Car c'est ça, le fait majeur : il y a une compétition mondiale des entreprises pour attirer l'argent. Surtout, alors qu'il n'y a que peu d'investisseurs en France, il faut aller les chercher à l'étranger. Et nos champions se battent, par exemple, contre des monstres. Apple, par exemple, va distribuer à elle seule plus de 80 milliards d'euros à ses propres actionnaires en 2018 ! Sur une seule année, Apple distribue beaucoup plus que la totalité du CAC 40 !
C'est ça la compétition dans laquelle sont plongées les entreprises du CAC 40. Si vous ne séduisez pas les investisseurs alors que vous êtes côté, difficile de se financer et de se développer, impossible de racheter une autre entreprise.
Tout irait donc bien dans le meilleur des mondes ? Non, pas du tout.
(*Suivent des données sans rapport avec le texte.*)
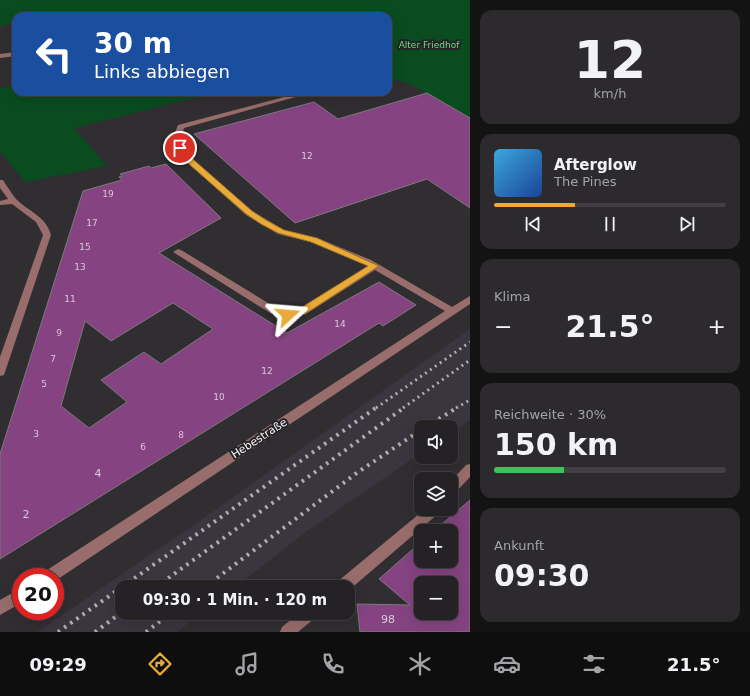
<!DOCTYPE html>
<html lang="de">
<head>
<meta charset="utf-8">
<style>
  :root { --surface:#242225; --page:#2c2a2d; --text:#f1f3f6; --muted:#a3a4a7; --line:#413f42; --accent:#eaaa39 }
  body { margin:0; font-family:"DejaVu Sans",sans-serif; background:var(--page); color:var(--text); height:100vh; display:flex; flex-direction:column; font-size:15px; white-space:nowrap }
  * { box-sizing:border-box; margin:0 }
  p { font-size:13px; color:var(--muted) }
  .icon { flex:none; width:22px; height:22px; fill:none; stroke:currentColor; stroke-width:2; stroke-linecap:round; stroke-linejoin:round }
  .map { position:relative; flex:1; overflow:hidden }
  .sheet { display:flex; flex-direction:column; gap:10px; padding:10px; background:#141314; width:280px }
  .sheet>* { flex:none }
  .top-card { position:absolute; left:12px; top:12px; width:380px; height:84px; border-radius:12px; box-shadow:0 4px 16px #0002,0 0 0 1px var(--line); background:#1a4fa0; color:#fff; overflow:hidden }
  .fabs { position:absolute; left:414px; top:420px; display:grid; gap:8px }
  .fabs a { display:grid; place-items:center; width:44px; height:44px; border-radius:8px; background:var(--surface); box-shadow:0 4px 16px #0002,0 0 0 1px var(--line); font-size:20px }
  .speed { position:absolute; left:12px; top:568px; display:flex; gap:8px; font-size:20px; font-weight:700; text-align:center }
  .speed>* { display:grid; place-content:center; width:52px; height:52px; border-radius:50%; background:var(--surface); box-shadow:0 4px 16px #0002,0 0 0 1px var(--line); line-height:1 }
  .speed .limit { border:6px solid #d22; background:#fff; color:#111 }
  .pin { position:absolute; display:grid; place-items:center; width:34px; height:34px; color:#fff; margin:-17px; border:2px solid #fff; border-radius:50%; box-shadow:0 1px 4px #0007 }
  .me { position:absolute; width:44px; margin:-22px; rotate:71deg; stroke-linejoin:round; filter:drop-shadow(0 0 3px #0008) }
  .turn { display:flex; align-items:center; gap:14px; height:84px; padding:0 16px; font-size:18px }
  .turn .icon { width:52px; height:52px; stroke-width:2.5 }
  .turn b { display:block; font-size:28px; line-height:34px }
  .big { font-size:30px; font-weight:700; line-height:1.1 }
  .sheet .tile { flex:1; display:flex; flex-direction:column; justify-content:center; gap:6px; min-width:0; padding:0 14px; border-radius:12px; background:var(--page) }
  .sheet .dial { align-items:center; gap:0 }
  .dial b { font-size:52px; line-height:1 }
  .song { display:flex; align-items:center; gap:12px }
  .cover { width:48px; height:48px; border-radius:6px; background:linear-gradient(135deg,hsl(200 70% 55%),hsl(220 70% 35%)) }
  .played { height:4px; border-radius:2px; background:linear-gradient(90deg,var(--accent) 35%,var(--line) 35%) }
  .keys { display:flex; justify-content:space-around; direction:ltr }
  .heat { display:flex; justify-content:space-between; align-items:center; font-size:22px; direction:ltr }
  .charge { height:6px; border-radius:3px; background:linear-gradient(90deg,#34c759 30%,var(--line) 0) }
  .trip { position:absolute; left:115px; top:580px; width:240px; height:40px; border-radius:12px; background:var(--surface); box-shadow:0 4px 16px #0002,0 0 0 1px var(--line); font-weight:700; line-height:40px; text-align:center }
  .tabs { display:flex; height:64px; justify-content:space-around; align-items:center; background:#0e0e0f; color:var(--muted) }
  .tabs .icon { width:28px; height:28px }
  .tabs .selected { color:var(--accent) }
  .tabs b { font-size:18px; color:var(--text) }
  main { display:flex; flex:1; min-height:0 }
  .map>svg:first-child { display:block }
  .built { fill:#3a353e }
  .green { fill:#094c20 }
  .building { fill:#854382; stroke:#7d7a7d; fill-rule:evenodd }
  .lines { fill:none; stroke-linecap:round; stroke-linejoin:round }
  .minor { fill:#986d6b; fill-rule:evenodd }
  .rail-far1 { stroke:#aeadaf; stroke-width:3; stroke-dasharray:2 4; stroke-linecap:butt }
  .rail { stroke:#aeadaf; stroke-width:4; stroke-dasharray:2.5 5; stroke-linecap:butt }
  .route { fill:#eaaa39; stroke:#986e25 }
  .labels { text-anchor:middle; stroke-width:4; stroke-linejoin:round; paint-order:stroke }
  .far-park-label { font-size:9px; fill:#70da88; stroke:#262427 }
  .number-label { font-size:9px; fill:#d9c8d9 }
  .street-label { font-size:11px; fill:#f5f4f6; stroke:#262427 }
  .near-number-label { font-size:11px; fill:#d9c8d9 }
</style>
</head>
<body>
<main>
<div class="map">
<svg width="470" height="632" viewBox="0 0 470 632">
  <rect width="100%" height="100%" fill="#302e31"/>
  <!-- built -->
  <polygon class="built" points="470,329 470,420 451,433 451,427 421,427 421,453 306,532 235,587 122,587 122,613 202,613 177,632 37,632 198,522"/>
  <!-- green -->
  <g class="green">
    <polygon points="0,0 470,0 470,118 410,84 388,78 388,16 16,16 16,23 0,26"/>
    <polygon points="16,85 16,92 218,92 74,128 107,166 25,182 0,151 0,88"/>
  </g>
  <!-- building -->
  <g class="building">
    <polygon points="427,93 470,118 470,208 427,179 295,223 194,134 314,102 338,119"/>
    <path d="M166 164 221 218 159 253 287 333 379 282 416 305 383 326 379 323 0 559V454L83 191 122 180 119 177 122 176 120 174 149 166 151 168ZM173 303 213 329 161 364 144 352 101 380 127 402 89 428 61 406 85 321 111 341Z"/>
    <path d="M470 500V632H360L357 604 410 605 379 579 421 542V561H451V531H434ZM421 583H451V613H421Z"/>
  </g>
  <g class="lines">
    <!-- minor -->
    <g class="minor">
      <polygon points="16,52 16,56 0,58 0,54"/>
      <polygon points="303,92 314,92 184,128 180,140 187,154 252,211 284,230 317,238 371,260 452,307 470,296 470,304 55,581 55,577 42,577 44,572 445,311 375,270 306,314 288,318 270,313 173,252 178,249 181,250 278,309 288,312 299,309 368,266 311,242 278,234 246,215 181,157 172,140 178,125"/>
      <path d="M0 180H3C7 186 11 193 16 199 29 212 46 216 51 235L5 372 4 375 0 376V357L43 235 36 222 12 204 0 205V201L8 199 0 188Z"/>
      <polygon points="470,464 470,477 455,493 451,494 451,481 466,465"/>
      <polygon points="425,509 440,509 439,513 348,591 348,587 335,587 337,582"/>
      <polygon points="21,588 21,603 0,615 0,600"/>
      <polygon points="299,613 317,613 315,618 298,632 280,632 282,627"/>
    </g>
    <!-- rail-far1 -->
    <g class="rail-far1">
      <polyline points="376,408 470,342"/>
      <polyline points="403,408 470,360"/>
      <polyline points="456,408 470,400"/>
    </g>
    <!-- rail -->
    <g class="rail">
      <polyline points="426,427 458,407"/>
      <polyline points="122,587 377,407"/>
      <polyline points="156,587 405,407"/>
      <polyline points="205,587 358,472 421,430"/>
      <polyline points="58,632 122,587"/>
      <polyline points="95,632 122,612"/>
      <polyline points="146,632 171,613"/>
    </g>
  </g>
  <!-- route -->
  <polygon class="route" points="180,145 182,146 187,154 252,211 266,220 284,230 317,238 379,266 305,314 285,317 285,313 299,309 368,266 311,242 278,233 261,224 246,214 181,157 176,148"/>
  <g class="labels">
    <!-- far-park labels -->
    <g class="far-park-label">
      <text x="429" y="48">Alter Friedhof</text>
    </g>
    <!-- number labels -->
    <g class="number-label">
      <text x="307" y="159">12</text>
      <text x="108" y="197">19</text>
      <text x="92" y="226">17</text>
      <text x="85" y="250">15</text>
      <text x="80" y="270">13</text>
      <text x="70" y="302">11</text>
      <text x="340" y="327">14</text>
      <text x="59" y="336">9</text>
      <text x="53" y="362">7</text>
      <text x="267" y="374">12</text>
      <text x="44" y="387">5</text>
      <text x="219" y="400">10</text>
      <text x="36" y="437">3</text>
      <text x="181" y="438">8</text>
      <text x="143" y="450">6</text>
    </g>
    <!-- street labels -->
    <g class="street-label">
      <text transform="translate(259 438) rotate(-33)" y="4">Hebestraße</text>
    </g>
    <!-- near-number labels -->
    <g class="near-number-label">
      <text x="98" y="477">4</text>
      <text x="26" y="518">2</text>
      <text x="388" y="623">98</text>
    </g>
  </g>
</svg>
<div class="fabs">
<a><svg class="icon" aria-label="sound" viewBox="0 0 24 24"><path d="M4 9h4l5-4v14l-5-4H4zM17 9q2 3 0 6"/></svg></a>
<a><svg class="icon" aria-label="layers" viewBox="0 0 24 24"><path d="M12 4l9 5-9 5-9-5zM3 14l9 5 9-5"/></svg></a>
<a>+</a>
<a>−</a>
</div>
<div class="speed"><div class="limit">20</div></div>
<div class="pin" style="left:180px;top:148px;background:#d93025"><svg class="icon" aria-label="arrive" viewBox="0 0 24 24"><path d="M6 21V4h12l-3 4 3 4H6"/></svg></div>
<svg class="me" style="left:288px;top:315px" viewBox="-20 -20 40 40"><path d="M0-17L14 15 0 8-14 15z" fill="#eaaa39" stroke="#fff" stroke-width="4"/></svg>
<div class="trip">09:30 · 1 Min. · 120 m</div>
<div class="top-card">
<div class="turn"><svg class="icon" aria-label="left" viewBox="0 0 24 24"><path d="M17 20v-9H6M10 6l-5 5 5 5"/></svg><div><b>30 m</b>Links abbiegen</div></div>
</div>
</div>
<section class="sheet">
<div class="tile dial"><b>12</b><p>km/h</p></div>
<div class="tile">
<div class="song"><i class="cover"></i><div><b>Afterglow</b><p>The Pines</p></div></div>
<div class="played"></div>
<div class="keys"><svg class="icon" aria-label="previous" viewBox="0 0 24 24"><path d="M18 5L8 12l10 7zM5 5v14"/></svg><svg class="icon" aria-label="pause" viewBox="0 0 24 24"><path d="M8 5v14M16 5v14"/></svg><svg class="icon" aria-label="next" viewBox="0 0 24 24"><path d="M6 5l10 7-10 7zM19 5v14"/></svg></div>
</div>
<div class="tile"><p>Klima</p>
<div class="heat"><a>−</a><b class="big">21.5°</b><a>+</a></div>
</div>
<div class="tile"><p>Reichweite · 30%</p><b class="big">150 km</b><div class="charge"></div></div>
<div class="tile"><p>Ankunft</p><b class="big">09:30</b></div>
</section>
</main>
<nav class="tabs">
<b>09:29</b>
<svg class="icon selected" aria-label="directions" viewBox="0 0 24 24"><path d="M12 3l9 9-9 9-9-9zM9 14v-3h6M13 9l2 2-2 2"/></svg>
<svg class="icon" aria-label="music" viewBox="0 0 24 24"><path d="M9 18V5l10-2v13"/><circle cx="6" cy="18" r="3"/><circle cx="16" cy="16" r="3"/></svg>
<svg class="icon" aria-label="phone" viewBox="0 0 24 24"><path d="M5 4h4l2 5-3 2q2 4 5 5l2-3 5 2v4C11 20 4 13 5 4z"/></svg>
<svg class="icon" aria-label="climate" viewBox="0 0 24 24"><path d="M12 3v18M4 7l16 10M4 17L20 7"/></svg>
<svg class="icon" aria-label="car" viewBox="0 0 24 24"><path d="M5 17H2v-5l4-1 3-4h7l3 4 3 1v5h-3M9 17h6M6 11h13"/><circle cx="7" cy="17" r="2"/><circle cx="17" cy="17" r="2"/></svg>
<svg class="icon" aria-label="filters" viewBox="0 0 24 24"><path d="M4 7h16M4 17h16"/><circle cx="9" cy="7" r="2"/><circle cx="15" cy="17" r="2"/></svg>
<b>21.5°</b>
</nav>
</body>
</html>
Je vous présente ici le monde tel qu'il est. Une entreprise n'a pas le pouvoir d'en changer ni les règles, ni les rapports de forces. Mais je suis le premier à critiquer, par exemple, les rachats d'actions massifs, qui sont une façon un peu absurde d'utiliser le capital.
Et quand Oxfam pointe l'écart grandissant entre la croissance des rémunérations des patrons et celles de leurs salariés, elle n'a pas tort.